I have grown rather fond of the huddled little group of English composers who were active during the Restoration, i.e., from 1660 to about 1690 or so. They were pioneers, thanks to those dour Puritans who had done their damndest to destroy centuries of English musical munificence. The period of the Commonwealth and the Protectorate (1649-1660) had been particularly tough sledding, with English musicians dispersed throughout Europe or skulking about in the far provinces. Although music had continued to be made during this dark era (William Lawes comes to mind), forward momentum had been lost and England was seriously out of touch with the heady Baroque idiom that was all the rage on the Continent.

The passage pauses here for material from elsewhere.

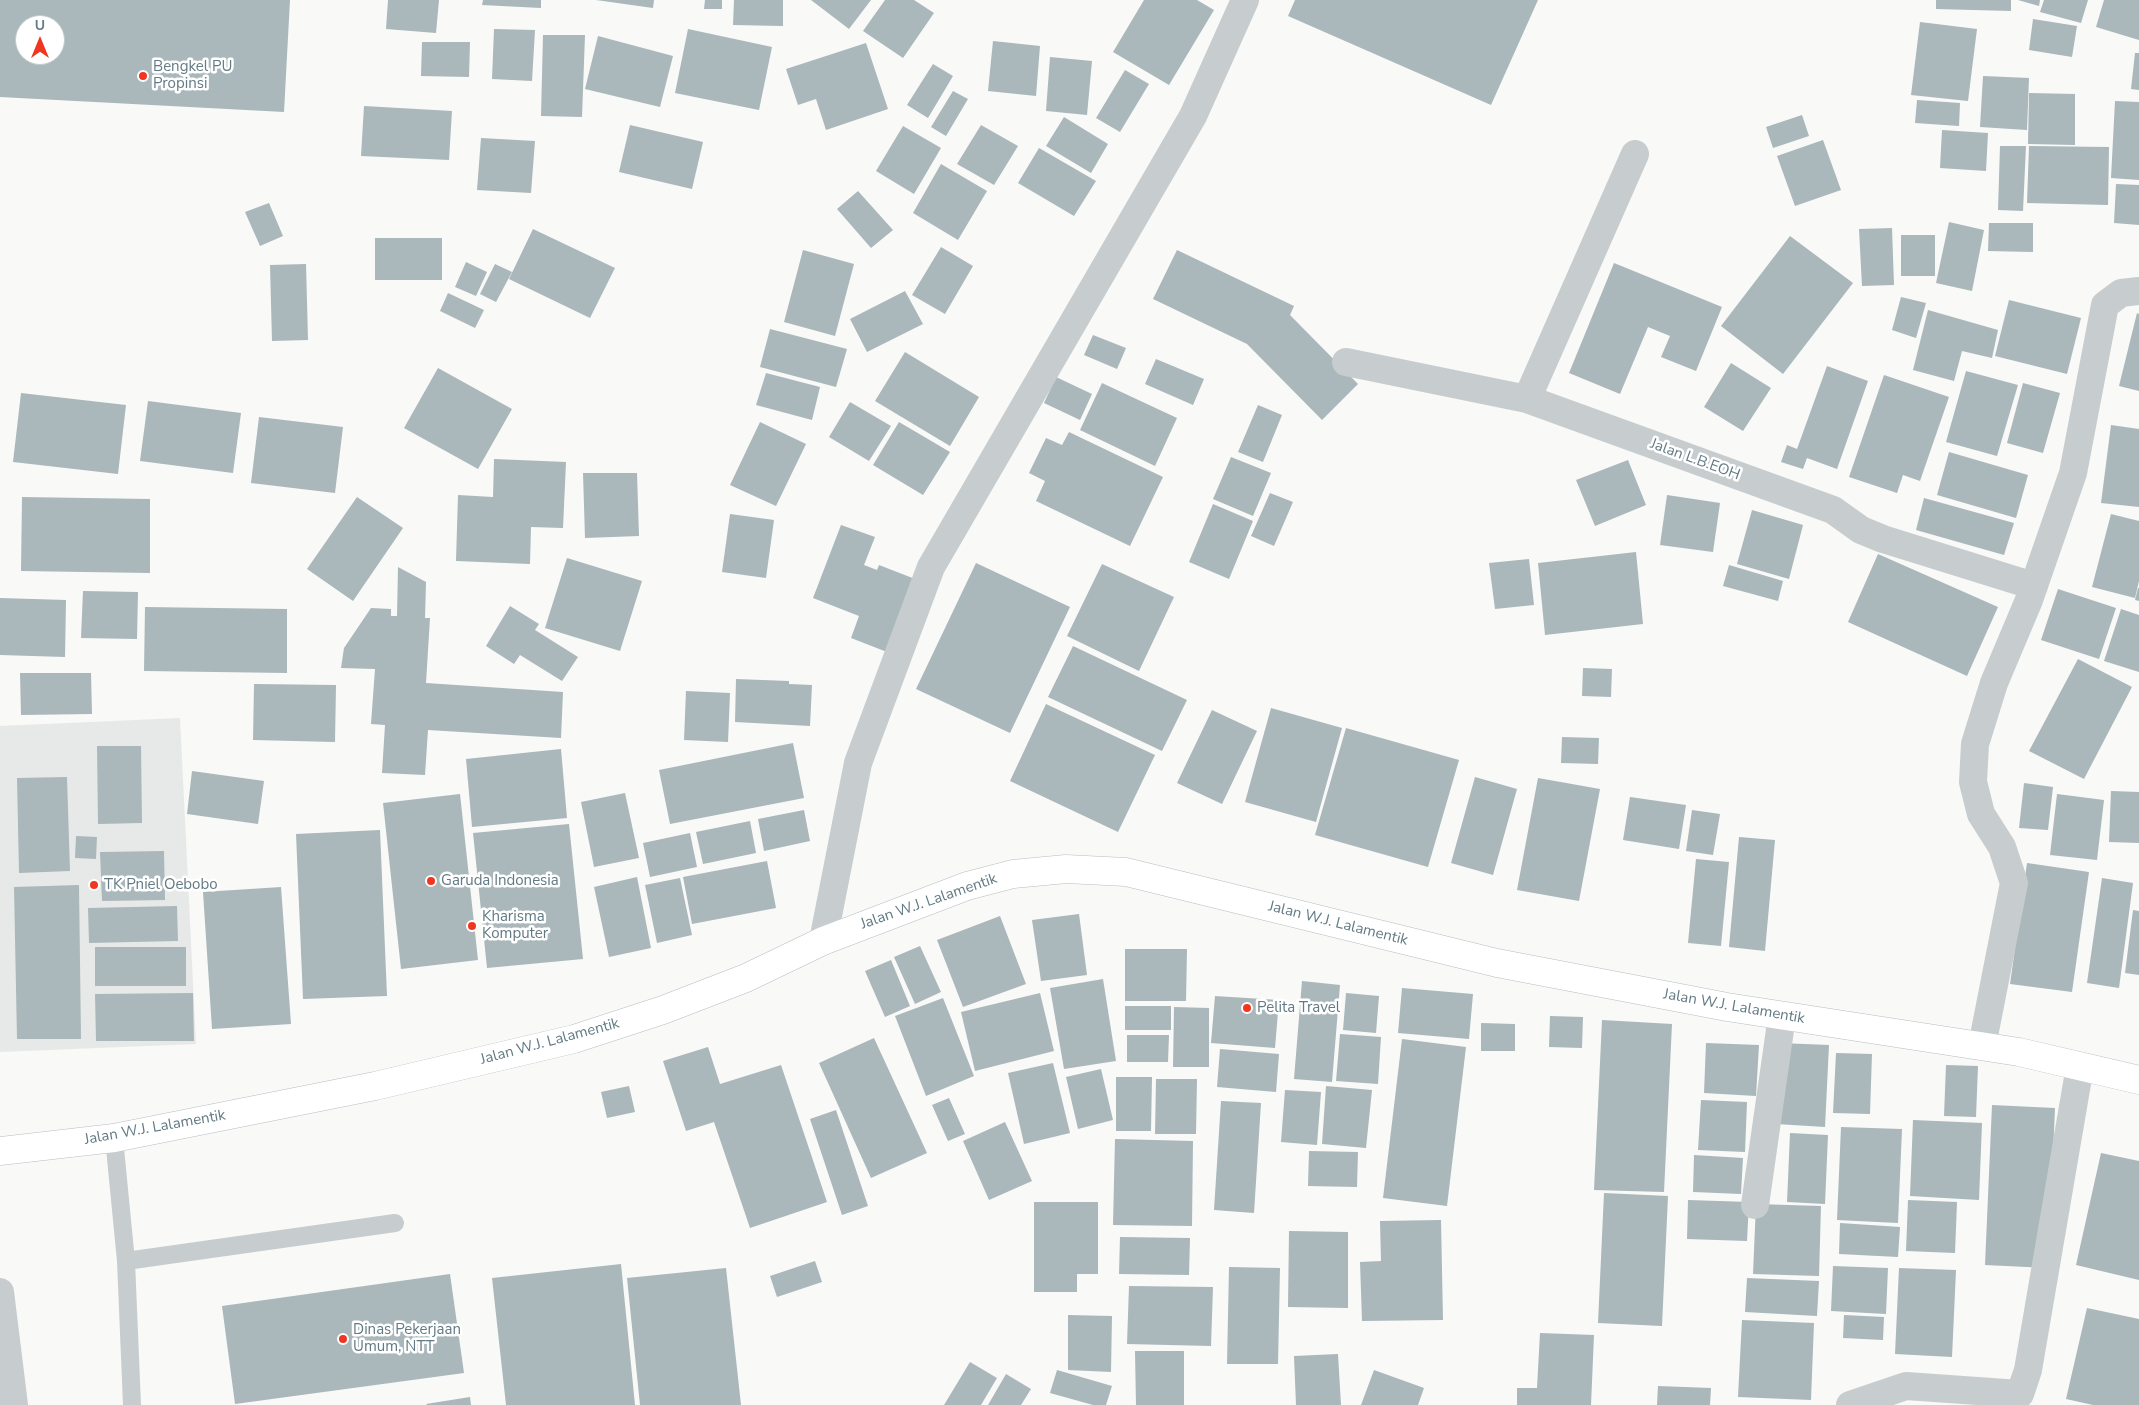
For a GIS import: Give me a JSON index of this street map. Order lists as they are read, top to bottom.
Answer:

Once Charles II was on the throne and those killjoys silenced (Charles actually fired a particularly tiresome old-school chapel musician) the boys got to it, but not without some false starts. Among the first figures was Henry Cooke, who, due to his military achievements, is often referred to as Captain Cooke. Of course he isn’t the same Captain Cook of nautical glory—and the spelling is different—but nonetheless I can’t help but imagine him as rehearsing the boys of the chapel in an anthem for the Sunday services, and then jumping on the Endeavour for a quick look at Hawaii or Tahiti. The state of native English composition is brutally revealed by the technical crassness of some of Cooke’s work. The guy was the head of the king’s chapel in a country that had produced such consummate masters as John Dunstable, William Byrd, and Thomas Tallis, and yet he was prone to elementary gaffes like parallel fifths. The English composers had some catching up to do.

It would seem that little Pelham Humfrey was an early example of Anglo-American Franco-excluso-philia, in which a young Brit or American spends time in France, and upon returning home behaves like an insufferable twit to everyone in sight and/or earshot. French = good, they insist, Homestyle = bad. Most of them get over it, thank God. (A college chum of mine never did, and now she lives in France permanently, more or less to everybody’s relief.) At least if Samuel Pepys is to be trusted (and that’s not always a good idea), young Mr. Humfrey was quite the obnoxious jerk. However, he died at age 27 so we’ll never know if he got over it or not, but he did leave us some eloquent vocal music.

Of course there’s Henry Purcell, that seemingly-infinite resource of musical marvels. Was there anything he couldn’t write? Like Mozart, he was an absolute master of all the idioms of his day, capable of just about anything from the most intimate lyricism to the most glorious spectacle. Like Mozart, he died at the age of 36. And like Mozart, that death was a tragic loss to the history of art. What both composers might have done had they lived!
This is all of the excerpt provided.